Emas tetap menjadi investasi favorit di Indonesia, dari zaman dahulu hingga era digital. Logam mulia ini dianggap sebagai aset "safe haven" yang melindungi kekayaan dari inflasi dan ketidakpastian ekonomi. Namun, di tengah maraknya transaksi cashless via QRIS, muncul pertanyaan: emas fisik atau digital, mana yang lebih unggul? Apakah menyimpan emas masih relevan?
Â
Berikut ulasan berdasarkan pengalaman masyarakat, kelebihan, kekurangan, dan relevansi emas di era modern.

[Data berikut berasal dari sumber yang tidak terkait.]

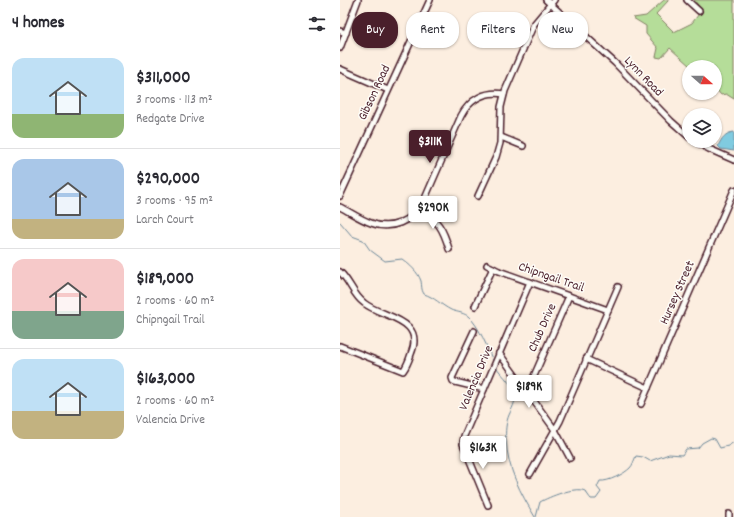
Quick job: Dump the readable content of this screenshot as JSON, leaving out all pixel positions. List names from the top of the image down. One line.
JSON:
{"streets":{"street":["Lynn Road","Gibson Road","Chipngail Trail","Hursey Street","Chub Drive","Valencia Drive"]},"crossings":[["Chipngail Trail","Chub Drive"],["Chipngail Trail","Valencia Drive"]],"north":"right","page":{"heading":"4 homes","chip":["Buy","Rent","Filters","New"],"list":[{"name":"$311,000","note":"3 rooms · 113 m² · Redgate Drive"},{"name":"$290,000","note":"3 rooms · 95 m² · Larch Court"},{"name":"$189,000","note":"2 rooms · 60 m² · Chipngail Trail"},{"name":"$163,000","note":"2 rooms · 60 m² · Valencia Drive"}],"price":["$311K","$290K","$189K","$163K"]}}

Emas Fisik: Kepemilikan Nyata yang Menenangkan
Emas fisik, seperti batangan Antam, punya daya tarik tersendiri. Banyak orang merasa aman karena bisa memegang dan melihat emasnya langsung. "Pegang emas batangan itu rasanya punya harta beneran," kata Budi, karyawan swasta di Jakarta yang rutin membeli emas Antam sejak 2016. Emas fisik, terutama Antam, punya nilai jual tinggi dan mudah diterima di toko emas resmi atau Pegadaian. Data Kompas.com (2025) mencatat keuntungan penjualan emas Antam mencapai 32,48% dalam setahun terakhir.
Namun, emas fisik punya tantangan. Biaya penyimpanan jadi kendala utama. Budi pernah menyewa brankas bank dengan biaya Rp500.000 per tahun untuk keamanan. "Simpan di rumah takut dicuri, tapi biaya brankas mengurangi untung," keluhnya. Biaya cetak untuk gramasi kecil juga membuat harga beli lebih mahal. Proses jual-beli emas fisik pun kadang merepotkan, karena harus datang langsung ke toko emas atau butik Antam, terutama saat antrean panjang.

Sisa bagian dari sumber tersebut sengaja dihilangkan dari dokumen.